Malcolm Hulke worked on a number of classic ‘Doctor Who’ stories, including ‘The War Games’ and ‘Invasion of the Dinosaurs’. Here, he talks about political messages, job lot purchases of spaceship models, and his first script for the series, ‘The Hidden Planet’, which was never made.

“The Hidden Planet was about a planet which is the same size as Earth, but on the other side of the sun, and therefore we have never seen it. The Doctor goes to the planet and for obvious reasons the TARDIS crew think they are on Earth. But they find things are different. They landed in a field and Susan noticed a four-leaf clover, and then they see they are all four leaf clovers. And then other mysterious things happen like birds flying backwards or having double wings, and things of that sort.

“For ‘The War Games’, we got an important instruction, to find a way of changing Patrick Troughton’s appearance but to leave it open as Jon Pertwee hadn’t been cast. We then came up with the idea of the Time Lords – a very complicated way of doing things, really, I suppose, but it gave us a good few scenes about the Doctor’s trial and his sentence into exile – that was another thing.
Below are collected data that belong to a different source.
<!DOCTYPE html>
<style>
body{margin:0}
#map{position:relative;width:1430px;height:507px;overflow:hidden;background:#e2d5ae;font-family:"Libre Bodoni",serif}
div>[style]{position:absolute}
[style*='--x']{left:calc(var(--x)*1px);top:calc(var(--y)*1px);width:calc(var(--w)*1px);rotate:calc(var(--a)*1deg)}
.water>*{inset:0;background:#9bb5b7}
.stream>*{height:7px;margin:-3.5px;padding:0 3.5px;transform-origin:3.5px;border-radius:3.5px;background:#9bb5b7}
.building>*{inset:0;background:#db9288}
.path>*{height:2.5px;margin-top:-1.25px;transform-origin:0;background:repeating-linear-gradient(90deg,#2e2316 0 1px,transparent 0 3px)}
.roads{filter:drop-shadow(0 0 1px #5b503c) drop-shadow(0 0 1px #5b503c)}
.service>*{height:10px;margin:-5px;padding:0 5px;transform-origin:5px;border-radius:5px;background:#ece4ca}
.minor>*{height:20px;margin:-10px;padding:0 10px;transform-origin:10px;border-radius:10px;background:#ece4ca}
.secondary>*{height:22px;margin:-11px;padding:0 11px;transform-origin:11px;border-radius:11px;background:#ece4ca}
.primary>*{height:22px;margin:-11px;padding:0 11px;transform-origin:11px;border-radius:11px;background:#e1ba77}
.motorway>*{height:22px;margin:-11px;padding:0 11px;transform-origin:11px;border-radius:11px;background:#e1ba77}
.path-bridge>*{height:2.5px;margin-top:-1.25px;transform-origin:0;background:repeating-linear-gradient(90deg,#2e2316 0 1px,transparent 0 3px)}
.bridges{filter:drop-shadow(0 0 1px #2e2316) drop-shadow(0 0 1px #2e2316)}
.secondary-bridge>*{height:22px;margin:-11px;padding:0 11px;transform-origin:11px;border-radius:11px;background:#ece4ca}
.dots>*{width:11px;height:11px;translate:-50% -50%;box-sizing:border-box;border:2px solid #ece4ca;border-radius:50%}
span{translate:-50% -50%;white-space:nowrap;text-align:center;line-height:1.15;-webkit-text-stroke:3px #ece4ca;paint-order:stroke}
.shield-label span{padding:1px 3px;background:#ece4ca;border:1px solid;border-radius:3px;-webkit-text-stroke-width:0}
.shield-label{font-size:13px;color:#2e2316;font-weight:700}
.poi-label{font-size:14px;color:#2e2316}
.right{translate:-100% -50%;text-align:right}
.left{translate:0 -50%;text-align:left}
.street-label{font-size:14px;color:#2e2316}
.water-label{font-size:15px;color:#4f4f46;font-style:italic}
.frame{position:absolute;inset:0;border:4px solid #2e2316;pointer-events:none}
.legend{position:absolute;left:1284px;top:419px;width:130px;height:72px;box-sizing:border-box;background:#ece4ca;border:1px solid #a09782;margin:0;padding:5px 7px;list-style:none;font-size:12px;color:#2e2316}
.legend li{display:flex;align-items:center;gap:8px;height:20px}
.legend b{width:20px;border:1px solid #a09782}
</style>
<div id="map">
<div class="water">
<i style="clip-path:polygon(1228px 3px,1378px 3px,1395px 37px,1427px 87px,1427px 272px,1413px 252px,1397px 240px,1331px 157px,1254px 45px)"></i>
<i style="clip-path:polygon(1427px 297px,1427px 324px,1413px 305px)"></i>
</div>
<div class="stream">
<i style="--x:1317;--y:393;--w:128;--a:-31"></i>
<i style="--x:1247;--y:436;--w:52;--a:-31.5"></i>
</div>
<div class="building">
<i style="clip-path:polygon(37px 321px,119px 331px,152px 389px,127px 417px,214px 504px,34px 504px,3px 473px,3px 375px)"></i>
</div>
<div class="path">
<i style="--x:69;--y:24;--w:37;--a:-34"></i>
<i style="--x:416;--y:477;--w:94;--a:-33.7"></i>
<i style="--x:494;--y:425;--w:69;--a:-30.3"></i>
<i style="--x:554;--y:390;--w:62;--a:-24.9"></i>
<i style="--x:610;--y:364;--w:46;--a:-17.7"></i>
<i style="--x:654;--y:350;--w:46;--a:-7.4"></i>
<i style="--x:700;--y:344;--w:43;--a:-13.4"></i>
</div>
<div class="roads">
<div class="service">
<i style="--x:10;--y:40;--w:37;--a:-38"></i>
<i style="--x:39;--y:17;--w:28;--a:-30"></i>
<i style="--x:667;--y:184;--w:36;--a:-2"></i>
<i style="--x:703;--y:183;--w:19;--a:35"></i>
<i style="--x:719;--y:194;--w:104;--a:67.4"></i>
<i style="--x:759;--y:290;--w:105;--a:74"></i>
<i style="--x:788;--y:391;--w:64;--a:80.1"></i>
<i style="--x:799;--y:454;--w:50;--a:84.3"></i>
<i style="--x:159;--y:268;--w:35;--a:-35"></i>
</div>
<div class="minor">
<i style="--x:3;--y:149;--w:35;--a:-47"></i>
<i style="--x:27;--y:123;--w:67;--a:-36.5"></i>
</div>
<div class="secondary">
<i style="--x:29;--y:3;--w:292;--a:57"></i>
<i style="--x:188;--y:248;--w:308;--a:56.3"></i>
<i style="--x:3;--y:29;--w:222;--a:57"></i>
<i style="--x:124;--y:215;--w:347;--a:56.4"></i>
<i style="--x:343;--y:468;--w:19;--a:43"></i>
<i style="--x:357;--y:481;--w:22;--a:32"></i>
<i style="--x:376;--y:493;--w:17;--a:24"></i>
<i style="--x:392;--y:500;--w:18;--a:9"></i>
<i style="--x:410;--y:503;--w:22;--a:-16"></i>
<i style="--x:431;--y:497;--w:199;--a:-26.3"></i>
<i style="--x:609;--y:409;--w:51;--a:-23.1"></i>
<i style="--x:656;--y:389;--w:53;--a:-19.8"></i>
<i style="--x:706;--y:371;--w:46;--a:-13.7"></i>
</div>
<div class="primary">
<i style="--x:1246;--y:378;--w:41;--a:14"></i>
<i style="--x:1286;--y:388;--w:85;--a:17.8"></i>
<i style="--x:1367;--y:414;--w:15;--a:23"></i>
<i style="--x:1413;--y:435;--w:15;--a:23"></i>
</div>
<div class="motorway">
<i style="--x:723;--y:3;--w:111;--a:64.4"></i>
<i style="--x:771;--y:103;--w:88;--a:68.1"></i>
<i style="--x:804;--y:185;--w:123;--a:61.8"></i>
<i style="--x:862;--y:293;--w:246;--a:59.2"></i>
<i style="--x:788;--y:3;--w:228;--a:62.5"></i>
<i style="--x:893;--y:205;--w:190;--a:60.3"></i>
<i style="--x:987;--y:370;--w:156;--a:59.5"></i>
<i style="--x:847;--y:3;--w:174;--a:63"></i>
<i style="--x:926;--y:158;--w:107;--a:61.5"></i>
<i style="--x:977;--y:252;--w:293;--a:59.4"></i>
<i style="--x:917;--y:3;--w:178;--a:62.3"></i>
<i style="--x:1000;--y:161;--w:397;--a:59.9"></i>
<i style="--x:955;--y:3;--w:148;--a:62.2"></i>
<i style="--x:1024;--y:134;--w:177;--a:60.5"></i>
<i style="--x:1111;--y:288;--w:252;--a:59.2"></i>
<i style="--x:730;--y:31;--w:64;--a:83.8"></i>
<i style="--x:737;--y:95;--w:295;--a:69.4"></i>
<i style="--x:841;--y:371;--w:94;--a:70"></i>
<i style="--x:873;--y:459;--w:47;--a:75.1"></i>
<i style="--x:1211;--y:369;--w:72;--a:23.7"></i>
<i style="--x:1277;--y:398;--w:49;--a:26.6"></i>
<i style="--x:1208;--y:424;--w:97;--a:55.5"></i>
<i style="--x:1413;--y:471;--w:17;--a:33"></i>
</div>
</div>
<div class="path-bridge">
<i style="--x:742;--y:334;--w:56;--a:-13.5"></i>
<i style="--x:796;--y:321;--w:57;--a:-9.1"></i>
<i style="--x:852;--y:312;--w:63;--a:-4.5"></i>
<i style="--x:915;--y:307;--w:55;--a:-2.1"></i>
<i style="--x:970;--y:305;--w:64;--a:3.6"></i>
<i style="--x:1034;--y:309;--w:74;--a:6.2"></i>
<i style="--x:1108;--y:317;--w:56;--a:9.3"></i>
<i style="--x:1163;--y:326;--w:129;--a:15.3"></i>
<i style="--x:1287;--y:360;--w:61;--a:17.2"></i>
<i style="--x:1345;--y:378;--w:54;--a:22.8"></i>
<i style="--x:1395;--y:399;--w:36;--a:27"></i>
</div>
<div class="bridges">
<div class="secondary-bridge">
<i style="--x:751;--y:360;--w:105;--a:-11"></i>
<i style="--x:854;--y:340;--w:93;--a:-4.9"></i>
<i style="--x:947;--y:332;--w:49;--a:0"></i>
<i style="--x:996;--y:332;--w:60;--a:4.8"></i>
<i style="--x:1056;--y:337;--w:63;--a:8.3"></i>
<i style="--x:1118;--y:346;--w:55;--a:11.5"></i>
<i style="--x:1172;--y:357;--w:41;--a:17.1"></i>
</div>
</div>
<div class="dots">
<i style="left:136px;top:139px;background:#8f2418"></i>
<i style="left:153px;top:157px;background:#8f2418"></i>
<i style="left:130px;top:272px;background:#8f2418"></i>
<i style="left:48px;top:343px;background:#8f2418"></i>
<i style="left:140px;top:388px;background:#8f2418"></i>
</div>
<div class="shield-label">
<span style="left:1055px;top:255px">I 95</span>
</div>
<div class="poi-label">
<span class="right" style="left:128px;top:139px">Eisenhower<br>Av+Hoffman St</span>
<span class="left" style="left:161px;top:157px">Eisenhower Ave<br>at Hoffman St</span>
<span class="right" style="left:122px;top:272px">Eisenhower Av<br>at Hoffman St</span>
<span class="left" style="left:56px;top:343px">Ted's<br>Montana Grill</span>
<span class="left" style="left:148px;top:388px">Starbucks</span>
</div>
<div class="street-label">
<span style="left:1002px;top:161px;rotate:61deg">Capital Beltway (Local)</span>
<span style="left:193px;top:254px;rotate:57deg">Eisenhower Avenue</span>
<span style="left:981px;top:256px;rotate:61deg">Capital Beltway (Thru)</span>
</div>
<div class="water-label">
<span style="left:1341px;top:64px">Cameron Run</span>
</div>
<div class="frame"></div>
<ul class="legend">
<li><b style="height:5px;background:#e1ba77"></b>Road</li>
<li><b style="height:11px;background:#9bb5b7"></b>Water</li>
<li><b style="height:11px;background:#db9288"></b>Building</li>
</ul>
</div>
Stories on Earth got higher ratings, so they wanted him exiled to Earth for some reason or other, and left it to us to work it out. I think it was quite an interesting job. It was the sort of story you could stretch, although I think the ratings fell off a bit towards the end.

“With ‘Frontier in Space’, the BBC said to me ‘We’ve just had a whole load of models of space ships from a Lew Grade show on ITV. We can paint ’em up different colours, can you write a story which will use them?’ It was obvious that with that amount of hardware, there has to be conflict because without conflict you’ve got no drama and this leads your thinking, fairly naturally, to wondering what was ‘Frontier in Space’ all about? A kind of ‘Star Wars’ – you’ve got two sides and who are they? Why are they at war? And the idea came of two great empies with an imaginary frontier drawn across them, across which their spaceships weren’t supposed to travel, but of course they did and that’s what gave us a story.
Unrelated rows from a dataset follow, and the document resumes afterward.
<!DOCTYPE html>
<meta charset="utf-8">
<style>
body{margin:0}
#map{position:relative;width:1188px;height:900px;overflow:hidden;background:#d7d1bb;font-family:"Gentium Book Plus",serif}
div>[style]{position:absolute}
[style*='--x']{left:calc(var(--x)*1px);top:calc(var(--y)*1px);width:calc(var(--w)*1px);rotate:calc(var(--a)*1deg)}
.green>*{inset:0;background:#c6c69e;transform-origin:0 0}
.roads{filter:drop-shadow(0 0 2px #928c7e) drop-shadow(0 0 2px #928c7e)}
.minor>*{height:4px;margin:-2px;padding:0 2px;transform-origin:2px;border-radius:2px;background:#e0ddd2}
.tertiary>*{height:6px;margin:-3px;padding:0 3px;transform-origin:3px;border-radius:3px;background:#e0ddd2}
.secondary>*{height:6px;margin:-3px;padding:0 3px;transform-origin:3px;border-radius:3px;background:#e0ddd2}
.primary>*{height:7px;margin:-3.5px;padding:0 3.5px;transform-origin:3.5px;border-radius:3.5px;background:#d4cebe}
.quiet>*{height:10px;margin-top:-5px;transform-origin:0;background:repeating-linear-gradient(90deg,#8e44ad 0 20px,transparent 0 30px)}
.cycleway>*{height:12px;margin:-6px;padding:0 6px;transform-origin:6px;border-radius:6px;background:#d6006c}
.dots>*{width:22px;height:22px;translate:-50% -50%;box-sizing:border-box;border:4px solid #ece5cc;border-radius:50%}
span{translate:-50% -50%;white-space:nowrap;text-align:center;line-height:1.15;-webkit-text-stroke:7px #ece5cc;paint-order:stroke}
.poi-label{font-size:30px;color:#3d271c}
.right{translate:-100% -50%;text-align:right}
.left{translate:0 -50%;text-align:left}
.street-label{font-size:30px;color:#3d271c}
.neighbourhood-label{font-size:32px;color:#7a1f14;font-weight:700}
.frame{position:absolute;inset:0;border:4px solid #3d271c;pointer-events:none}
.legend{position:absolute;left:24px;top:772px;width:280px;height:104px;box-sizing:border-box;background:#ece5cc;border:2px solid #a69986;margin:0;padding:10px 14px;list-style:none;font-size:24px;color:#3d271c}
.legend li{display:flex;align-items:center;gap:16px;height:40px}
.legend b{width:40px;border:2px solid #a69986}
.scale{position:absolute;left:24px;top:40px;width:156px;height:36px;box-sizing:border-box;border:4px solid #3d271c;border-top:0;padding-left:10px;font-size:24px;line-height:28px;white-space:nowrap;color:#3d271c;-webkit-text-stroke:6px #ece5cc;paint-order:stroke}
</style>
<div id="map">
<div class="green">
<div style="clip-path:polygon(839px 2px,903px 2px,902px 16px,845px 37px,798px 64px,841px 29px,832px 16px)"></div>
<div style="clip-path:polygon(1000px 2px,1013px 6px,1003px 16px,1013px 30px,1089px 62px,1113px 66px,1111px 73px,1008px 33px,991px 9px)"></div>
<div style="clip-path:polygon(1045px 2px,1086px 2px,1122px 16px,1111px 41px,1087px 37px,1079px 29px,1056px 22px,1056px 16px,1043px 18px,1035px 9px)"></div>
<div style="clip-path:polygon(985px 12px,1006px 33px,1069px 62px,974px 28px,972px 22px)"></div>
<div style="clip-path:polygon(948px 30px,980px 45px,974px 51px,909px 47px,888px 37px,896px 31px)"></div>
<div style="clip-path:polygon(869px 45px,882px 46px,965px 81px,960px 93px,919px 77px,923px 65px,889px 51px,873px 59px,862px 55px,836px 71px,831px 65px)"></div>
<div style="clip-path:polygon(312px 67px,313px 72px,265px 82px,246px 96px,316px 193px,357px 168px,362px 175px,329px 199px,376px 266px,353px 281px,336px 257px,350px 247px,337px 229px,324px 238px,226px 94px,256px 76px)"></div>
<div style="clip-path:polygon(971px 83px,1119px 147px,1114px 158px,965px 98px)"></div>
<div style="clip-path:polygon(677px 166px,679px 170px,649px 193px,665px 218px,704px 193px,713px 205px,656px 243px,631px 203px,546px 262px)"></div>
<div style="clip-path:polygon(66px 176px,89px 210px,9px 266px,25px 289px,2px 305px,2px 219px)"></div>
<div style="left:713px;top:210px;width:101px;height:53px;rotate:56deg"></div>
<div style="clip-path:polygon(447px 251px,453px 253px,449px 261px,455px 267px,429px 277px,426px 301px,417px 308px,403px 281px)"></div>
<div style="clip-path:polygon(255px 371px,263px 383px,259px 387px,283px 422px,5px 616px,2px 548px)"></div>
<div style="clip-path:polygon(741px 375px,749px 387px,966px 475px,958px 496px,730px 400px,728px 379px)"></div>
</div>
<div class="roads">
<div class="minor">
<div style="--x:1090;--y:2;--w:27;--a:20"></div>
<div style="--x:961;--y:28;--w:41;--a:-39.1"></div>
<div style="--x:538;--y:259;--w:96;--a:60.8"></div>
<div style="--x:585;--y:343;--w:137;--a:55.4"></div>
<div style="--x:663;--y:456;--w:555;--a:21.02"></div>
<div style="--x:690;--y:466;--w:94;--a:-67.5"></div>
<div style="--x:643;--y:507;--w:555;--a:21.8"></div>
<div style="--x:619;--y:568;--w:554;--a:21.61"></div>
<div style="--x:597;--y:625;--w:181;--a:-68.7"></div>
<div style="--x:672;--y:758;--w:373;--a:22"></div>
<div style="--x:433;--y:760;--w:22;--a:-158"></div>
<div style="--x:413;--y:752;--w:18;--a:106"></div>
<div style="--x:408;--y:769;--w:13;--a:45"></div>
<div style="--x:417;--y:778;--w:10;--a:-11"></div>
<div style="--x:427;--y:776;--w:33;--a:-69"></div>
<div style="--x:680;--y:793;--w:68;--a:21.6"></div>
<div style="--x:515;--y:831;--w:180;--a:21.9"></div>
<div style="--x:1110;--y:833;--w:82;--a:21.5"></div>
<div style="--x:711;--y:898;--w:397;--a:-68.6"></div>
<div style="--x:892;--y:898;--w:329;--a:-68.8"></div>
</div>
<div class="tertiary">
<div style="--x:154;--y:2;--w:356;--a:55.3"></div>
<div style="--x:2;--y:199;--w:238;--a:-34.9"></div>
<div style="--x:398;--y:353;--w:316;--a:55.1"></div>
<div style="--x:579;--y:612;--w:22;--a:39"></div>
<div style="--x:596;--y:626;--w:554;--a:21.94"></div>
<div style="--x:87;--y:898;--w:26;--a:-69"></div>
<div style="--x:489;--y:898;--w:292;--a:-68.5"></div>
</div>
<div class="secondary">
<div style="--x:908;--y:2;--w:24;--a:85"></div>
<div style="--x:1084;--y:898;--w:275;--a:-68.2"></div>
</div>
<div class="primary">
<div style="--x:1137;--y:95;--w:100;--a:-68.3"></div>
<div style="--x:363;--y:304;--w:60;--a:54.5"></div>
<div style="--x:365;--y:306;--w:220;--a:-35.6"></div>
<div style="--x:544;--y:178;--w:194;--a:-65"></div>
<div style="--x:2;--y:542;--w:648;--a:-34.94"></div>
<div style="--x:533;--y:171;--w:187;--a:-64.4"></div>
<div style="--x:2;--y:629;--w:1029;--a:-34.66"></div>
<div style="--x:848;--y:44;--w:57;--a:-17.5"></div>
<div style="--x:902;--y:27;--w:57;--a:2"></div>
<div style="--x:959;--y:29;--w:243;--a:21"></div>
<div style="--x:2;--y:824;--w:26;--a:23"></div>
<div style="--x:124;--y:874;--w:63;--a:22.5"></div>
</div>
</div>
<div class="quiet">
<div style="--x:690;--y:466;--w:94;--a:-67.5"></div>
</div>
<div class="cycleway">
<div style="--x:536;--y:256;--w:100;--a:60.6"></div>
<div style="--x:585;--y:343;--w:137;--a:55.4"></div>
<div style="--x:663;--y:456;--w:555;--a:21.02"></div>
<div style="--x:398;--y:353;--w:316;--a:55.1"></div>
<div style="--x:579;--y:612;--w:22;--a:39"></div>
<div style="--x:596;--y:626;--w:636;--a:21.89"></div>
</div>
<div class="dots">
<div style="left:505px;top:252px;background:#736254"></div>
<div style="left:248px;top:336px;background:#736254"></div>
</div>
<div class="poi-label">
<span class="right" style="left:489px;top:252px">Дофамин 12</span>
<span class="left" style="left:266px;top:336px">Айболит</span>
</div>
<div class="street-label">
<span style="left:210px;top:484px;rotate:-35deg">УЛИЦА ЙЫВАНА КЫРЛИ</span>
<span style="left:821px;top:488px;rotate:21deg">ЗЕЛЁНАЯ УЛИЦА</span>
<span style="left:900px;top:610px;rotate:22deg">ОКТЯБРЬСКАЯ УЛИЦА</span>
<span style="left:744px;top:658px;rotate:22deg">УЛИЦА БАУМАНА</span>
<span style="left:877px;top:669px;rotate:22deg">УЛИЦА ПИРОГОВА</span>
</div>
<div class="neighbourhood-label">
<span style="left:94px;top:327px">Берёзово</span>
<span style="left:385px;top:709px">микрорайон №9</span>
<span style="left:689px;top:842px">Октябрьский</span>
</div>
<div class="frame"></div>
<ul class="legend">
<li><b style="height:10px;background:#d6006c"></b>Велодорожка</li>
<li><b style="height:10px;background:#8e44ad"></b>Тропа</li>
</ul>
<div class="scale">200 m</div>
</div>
“There are only so many ideas, and all the writer can do is keep re-shuffling them like a pack of cards and keep dealing them out in a different way. In the case of ‘Frontier in Space’, what made it different was that there was a third party which was manoeuvering the Ogrons to make the two sides antagonistic towards each other. That, incidentally, is a very political idea, really. The two sides as far as I was concerned were the Soviet Union and America, and somebody else trying to tickle them up and get them at war with each other when they were quite capable of living in peace.

“Looking at my last serial, ‘Invasion of the Dinosaurs’, that was very political. Oh, and I was told that the special effects department had found that if we liked, they could show monsters wandering around contemporary London by various forms of trickery, so could I think up some reason why dinosaurs were in contemporary London? I decide what I wanted to do, and came up with a lovely idea of ‘The Golden Age’ with all these people behind it who just didn’t fit in. There were lots of rather sad people always living in the past, and who wanted to turn back the clock. I think they were totally wrong in their thinking, but I liked the story – it’s easily my favourite – because I felt that it was the way a lot of people feel, left out of left behind by things changing.

“But sometimes people with altruistic views can overlook the main issue – that was really the message behind that one. But remember what politics referes to: it refers to ‘the relationships between groups of people’. It doesn’t necessarily mean Left or Right, Labour or Conservative, it’s the relationships of groups of people so really all ‘Doctor Who’ stories are political. Even thought the other people look like reptiles, they’re still people. I’d say it’s a very political show. In my stories, the ‘baddies’ aren’t really bad becuase they’re doing what they think is right. I find it hard to imagine anyone as totally bad or totally inimical, and there’s a great amount of… well, although I say it myself, philosophy and politics in my science fiction, and ‘Doctor Who’ in particular is a great opportunity to get across a point of view. And the point of view that I have is that, let’s say a maggot, that’s just about to eat someone alive, is not necessarily a bad maggot – that’s the way he is, just maggoty!”

There was a peculiar relationship between the Master and the Doctor… you see the Doctor was the only person like him, at the time, in the whole universe, a renegade Time Lord and in a funny sort of way they were partners in crime.”